Collected data:
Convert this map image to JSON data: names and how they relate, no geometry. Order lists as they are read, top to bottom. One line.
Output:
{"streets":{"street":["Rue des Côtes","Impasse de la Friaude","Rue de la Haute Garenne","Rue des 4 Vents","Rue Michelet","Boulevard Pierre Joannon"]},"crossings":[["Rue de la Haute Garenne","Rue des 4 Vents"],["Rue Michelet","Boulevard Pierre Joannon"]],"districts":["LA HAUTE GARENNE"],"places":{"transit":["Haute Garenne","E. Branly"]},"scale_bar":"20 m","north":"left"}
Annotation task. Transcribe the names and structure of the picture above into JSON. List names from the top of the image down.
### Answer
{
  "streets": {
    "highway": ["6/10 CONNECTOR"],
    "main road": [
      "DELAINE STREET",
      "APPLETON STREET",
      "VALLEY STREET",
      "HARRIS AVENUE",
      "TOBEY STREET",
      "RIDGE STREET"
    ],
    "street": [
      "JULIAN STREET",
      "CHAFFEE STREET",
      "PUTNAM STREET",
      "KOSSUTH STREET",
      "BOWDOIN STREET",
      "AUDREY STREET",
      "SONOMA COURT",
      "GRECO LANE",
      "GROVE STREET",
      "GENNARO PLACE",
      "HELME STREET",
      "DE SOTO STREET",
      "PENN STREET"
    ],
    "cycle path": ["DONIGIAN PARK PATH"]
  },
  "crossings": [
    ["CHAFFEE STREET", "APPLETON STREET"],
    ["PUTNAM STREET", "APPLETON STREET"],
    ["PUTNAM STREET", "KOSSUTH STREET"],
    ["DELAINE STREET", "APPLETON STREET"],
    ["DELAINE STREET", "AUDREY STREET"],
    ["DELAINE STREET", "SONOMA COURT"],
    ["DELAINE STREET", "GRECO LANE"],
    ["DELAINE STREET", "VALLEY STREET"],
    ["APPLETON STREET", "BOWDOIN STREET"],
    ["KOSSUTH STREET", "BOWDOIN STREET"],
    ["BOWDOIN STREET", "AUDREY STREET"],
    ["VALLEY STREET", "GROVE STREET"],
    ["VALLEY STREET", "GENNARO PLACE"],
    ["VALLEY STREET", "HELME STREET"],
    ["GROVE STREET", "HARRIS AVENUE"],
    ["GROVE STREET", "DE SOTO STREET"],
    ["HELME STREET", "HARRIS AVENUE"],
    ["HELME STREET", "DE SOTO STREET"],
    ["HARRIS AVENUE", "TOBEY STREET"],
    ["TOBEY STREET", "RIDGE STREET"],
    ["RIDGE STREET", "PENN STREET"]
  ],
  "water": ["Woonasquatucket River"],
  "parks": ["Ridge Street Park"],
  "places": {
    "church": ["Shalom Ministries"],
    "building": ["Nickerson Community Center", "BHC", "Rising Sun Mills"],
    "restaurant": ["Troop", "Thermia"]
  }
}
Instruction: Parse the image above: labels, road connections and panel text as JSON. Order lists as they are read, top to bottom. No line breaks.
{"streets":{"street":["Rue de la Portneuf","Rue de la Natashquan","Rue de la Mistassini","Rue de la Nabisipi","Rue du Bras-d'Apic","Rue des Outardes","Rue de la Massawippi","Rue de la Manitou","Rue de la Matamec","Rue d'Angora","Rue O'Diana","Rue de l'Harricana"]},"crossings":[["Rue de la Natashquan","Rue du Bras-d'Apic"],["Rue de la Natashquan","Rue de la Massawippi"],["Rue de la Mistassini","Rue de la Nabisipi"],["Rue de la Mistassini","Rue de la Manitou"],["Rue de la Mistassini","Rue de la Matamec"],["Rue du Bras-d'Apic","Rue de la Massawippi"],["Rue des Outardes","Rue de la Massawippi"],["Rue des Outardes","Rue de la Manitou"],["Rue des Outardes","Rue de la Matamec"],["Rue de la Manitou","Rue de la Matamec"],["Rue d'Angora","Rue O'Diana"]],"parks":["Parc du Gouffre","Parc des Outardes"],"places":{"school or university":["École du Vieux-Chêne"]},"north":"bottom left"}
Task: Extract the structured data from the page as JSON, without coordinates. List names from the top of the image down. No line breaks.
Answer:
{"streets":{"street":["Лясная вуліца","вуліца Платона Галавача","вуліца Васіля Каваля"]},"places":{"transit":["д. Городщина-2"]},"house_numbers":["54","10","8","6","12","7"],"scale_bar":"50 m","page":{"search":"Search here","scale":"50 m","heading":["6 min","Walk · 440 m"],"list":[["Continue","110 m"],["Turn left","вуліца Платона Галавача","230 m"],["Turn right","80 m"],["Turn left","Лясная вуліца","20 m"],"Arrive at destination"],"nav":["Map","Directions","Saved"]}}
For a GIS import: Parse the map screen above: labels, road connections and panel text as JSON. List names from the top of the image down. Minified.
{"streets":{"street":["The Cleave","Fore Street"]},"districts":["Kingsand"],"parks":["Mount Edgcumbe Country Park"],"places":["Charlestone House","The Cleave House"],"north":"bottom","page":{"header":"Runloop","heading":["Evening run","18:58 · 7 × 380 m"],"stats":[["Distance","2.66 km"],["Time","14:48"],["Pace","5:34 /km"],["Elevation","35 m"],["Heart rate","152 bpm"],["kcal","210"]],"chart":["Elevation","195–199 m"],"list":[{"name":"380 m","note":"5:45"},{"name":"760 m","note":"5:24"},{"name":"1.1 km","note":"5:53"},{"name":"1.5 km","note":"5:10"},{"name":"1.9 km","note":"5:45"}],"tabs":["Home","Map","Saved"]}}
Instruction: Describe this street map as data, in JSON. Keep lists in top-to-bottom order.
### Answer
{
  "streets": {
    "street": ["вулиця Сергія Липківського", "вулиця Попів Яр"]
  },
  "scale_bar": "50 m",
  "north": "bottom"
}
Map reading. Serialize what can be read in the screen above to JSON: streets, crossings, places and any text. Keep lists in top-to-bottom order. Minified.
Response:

__WORK REQUEST__. Every entry should be duplicated exactly as written.

__WRITTEN SOLUTION__.
Convert this map image to JSON data: names and how they relate, no geometry. Order lists as they are read, top to bottom. One line.
Output:
{"streets":{"street":["Rue des Côtes","Impasse de la Friaude","Rue de la Haute Garenne","Rue des 4 Vents","Rue Michelet","Boulevard Pierre Joannon"]},"crossings":[["Rue de la Haute Garenne","Rue des 4 Vents"],["Rue Michelet","Boulevard Pierre Joannon"]],"districts":["LA HAUTE GARENNE"],"places":{"transit":["Haute Garenne","E. Branly"]},"scale_bar":"20 m","north":"left"}
Annotation task. Transcribe the names and structure of the picture above into JSON. List names from the top of the image down.
### Answer
{
  "streets": {
    "highway": ["6/10 CONNECTOR"],
    "main road": [
      "DELAINE STREET",
      "APPLETON STREET",
      "VALLEY STREET",
      "HARRIS AVENUE",
      "TOBEY STREET",
      "RIDGE STREET"
    ],
    "street": [
      "JULIAN STREET",
      "CHAFFEE STREET",
      "PUTNAM STREET",
      "KOSSUTH STREET",
      "BOWDOIN STREET",
      "AUDREY STREET",
      "SONOMA COURT",
      "GRECO LANE",
      "GROVE STREET",
      "GENNARO PLACE",
      "HELME STREET",
      "DE SOTO STREET",
      "PENN STREET"
    ],
    "cycle path": ["DONIGIAN PARK PATH"]
  },
  "crossings": [
    ["CHAFFEE STREET", "APPLETON STREET"],
    ["PUTNAM STREET", "APPLETON STREET"],
    ["PUTNAM STREET", "KOSSUTH STREET"],
    ["DELAINE STREET", "APPLETON STREET"],
    ["DELAINE STREET", "AUDREY STREET"],
    ["DELAINE STREET", "SONOMA COURT"],
    ["DELAINE STREET", "GRECO LANE"],
    ["DELAINE STREET", "VALLEY STREET"],
    ["APPLETON STREET", "BOWDOIN STREET"],
    ["KOSSUTH STREET", "BOWDOIN STREET"],
    ["BOWDOIN STREET", "AUDREY STREET"],
    ["VALLEY STREET", "GROVE STREET"],
    ["VALLEY STREET", "GENNARO PLACE"],
    ["VALLEY STREET", "HELME STREET"],
    ["GROVE STREET", "HARRIS AVENUE"],
    ["GROVE STREET", "DE SOTO STREET"],
    ["HELME STREET", "HARRIS AVENUE"],
    ["HELME STREET", "DE SOTO STREET"],
    ["HARRIS AVENUE", "TOBEY STREET"],
    ["TOBEY STREET", "RIDGE STREET"],
    ["RIDGE STREET", "PENN STREET"]
  ],
  "water": ["Woonasquatucket River"],
  "parks": ["Ridge Street Park"],
  "places": {
    "church": ["Shalom Ministries"],
    "building": ["Nickerson Community Center", "BHC", "Rising Sun Mills"],
    "restaurant": ["Troop", "Thermia"]
  }
}
Instruction: Parse the image above: labels, road connections and panel text as JSON. Order lists as they are read, top to bottom. No line breaks.
{"streets":{"street":["Rue de la Portneuf","Rue de la Natashquan","Rue de la Mistassini","Rue de la Nabisipi","Rue du Bras-d'Apic","Rue des Outardes","Rue de la Massawippi","Rue de la Manitou","Rue de la Matamec","Rue d'Angora","Rue O'Diana","Rue de l'Harricana"]},"crossings":[["Rue de la Natashquan","Rue du Bras-d'Apic"],["Rue de la Natashquan","Rue de la Massawippi"],["Rue de la Mistassini","Rue de la Nabisipi"],["Rue de la Mistassini","Rue de la Manitou"],["Rue de la Mistassini","Rue de la Matamec"],["Rue du Bras-d'Apic","Rue de la Massawippi"],["Rue des Outardes","Rue de la Massawippi"],["Rue des Outardes","Rue de la Manitou"],["Rue des Outardes","Rue de la Matamec"],["Rue de la Manitou","Rue de la Matamec"],["Rue d'Angora","Rue O'Diana"]],"parks":["Parc du Gouffre","Parc des Outardes"],"places":{"school or university":["École du Vieux-Chêne"]},"north":"bottom left"}
Task: Extract the structured data from the page as JSON, without coordinates. List names from the top of the image down. No line breaks.
Answer:
{"streets":{"street":["Лясная вуліца","вуліца Платона Галавача","вуліца Васіля Каваля"]},"places":{"transit":["д. Городщина-2"]},"house_numbers":["54","10","8","6","12","7"],"scale_bar":"50 m","page":{"search":"Search here","scale":"50 m","heading":["6 min","Walk · 440 m"],"list":[["Continue","110 m"],["Turn left","вуліца Платона Галавача","230 m"],["Turn right","80 m"],["Turn left","Лясная вуліца","20 m"],"Arrive at destination"],"nav":["Map","Directions","Saved"]}}
For a GIS import: Parse the map screen above: labels, road connections and panel text as JSON. List names from the top of the image down. Minified.
{"streets":{"street":["The Cleave","Fore Street"]},"districts":["Kingsand"],"parks":["Mount Edgcumbe Country Park"],"places":["Charlestone House","The Cleave House"],"north":"bottom","page":{"header":"Runloop","heading":["Evening run","18:58 · 7 × 380 m"],"stats":[["Distance","2.66 km"],["Time","14:48"],["Pace","5:34 /km"],["Elevation","35 m"],["Heart rate","152 bpm"],["kcal","210"]],"chart":["Elevation","195–199 m"],"list":[{"name":"380 m","note":"5:45"},{"name":"760 m","note":"5:24"},{"name":"1.1 km","note":"5:53"},{"name":"1.5 km","note":"5:10"},{"name":"1.9 km","note":"5:45"}],"tabs":["Home","Map","Saved"]}}
Instruction: Describe this street map as data, in JSON. Keep lists in top-to-bottom order.
### Answer
{
  "streets": {
    "street": ["вулиця Сергія Липківського", "вулиця Попів Яр"]
  },
  "scale_bar": "50 m",
  "north": "bottom"
}
Map reading. Serialize what can be read in the screen above to JSON: streets, crossings, places and any text. Keep lists in top-to-bottom order. Minified.
Response:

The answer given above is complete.